シチリア島にいる友人から聞いた話。「かつてはマグロを殆ど
食べなかったけれど、最近ではしばしば食べるよ。」と。どの
様に食べるのか聞くと、「炭火で焼いて塩コショウで味わいを
整えて、あるいは茹でて塩オリーヴオイルで味わいを整えて、
あるいは生で(刺身や寿司で)醤油をつけて」と。
シチリア島の漁師は昔からマグロ漁をしていましたが、獲った
マグロは加工業者に卸したり、日本へ送ったりし、シチリアの
島民がマグロを消費する事は少ないと認識していたのですが今
の状況は大きく異なっている様です。
マグロを消費する現象は世界規模で起きていて、マグロの消費
唯一の国と言っても過言ではなかった日本が、安価で、大量の
マグロを好きな時に好きなだけ消費する事がマグロ不足の為、
困難になりつつある。こんな状況になりました。
特に地中海沿岸諸国のマグロ消費の増大は顕著で、地中海産の
クロマグロはもうほとんど日本へは来ないでしょう。日本食が
グローバルになったと喜んで良いのか悪いのか。
料理と日本酒もそうですが、ワインも地味があり、同じ産地の
料理(地味を感じる)との相性に比較的優れる傾向があります。
そんな事から近年、マグロに合う、それだけでなく赤身の魚に
合うワインをシチリア産の中からしばしば見つける様になり、
そんなワインをTo goした寿司に合わせ、毎週の様に楽しんで
います。
新着の1本を紹介します。

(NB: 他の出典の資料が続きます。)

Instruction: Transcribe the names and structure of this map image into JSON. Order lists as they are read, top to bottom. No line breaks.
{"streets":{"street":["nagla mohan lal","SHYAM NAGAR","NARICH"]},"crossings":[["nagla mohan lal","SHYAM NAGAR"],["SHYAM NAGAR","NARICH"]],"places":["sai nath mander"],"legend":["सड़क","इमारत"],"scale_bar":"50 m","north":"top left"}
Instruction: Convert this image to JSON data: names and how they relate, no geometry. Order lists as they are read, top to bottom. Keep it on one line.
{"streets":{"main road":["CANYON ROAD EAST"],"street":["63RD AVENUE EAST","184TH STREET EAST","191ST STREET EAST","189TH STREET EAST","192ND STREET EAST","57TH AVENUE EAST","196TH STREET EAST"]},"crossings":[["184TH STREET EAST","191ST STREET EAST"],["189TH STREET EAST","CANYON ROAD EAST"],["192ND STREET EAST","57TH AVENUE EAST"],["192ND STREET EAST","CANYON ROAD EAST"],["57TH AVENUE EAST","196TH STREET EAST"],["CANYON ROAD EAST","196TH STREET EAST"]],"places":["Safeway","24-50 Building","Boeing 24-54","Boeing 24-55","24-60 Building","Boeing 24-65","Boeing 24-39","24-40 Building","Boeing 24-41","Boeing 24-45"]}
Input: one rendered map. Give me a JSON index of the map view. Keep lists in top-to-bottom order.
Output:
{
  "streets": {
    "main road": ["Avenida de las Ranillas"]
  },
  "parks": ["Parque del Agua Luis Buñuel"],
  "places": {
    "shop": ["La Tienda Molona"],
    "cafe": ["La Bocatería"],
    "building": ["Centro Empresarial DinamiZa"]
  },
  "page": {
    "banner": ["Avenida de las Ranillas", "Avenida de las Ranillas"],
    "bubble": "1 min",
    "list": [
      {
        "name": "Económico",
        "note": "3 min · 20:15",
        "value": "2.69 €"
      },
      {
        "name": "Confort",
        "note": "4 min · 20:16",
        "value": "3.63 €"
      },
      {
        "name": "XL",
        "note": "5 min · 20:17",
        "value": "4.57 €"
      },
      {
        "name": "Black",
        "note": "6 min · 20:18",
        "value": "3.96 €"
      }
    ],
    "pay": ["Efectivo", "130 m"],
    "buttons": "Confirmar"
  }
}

そのワインは赤で、エトナ/Etnaと
言う火山(ヨーロッパ最大の活火山)の斜面に拓かれた畑で
育んだネレッロ・マスカレーゼ/Nerello Mascaleseで造って
あります。
このブドウはシチリア島以外ではほとんど見かけませんので
シチリアの赤ワインを飲んだ事がなければ、全く未知の品種
と言えます。
このブドウから誕生する赤ワインは、軽快でチャーミングな
酒質のものから、赤身肉が食べたくなる様な野趣な香味ある
重厚なボディーのものまであり、多様です。
今日紹介するワインはその中間に位置する酒質で、穏やかな
果実味が控えめに備わり、熟成感抜群の落ち着いた香味の中
に、マグロやカツオと共通する血合いのヒントと鉄分ぽさを
感じ、その事でマグロやカツオの刺身や寿司が無性に欲しく
なるムードにしてくれます。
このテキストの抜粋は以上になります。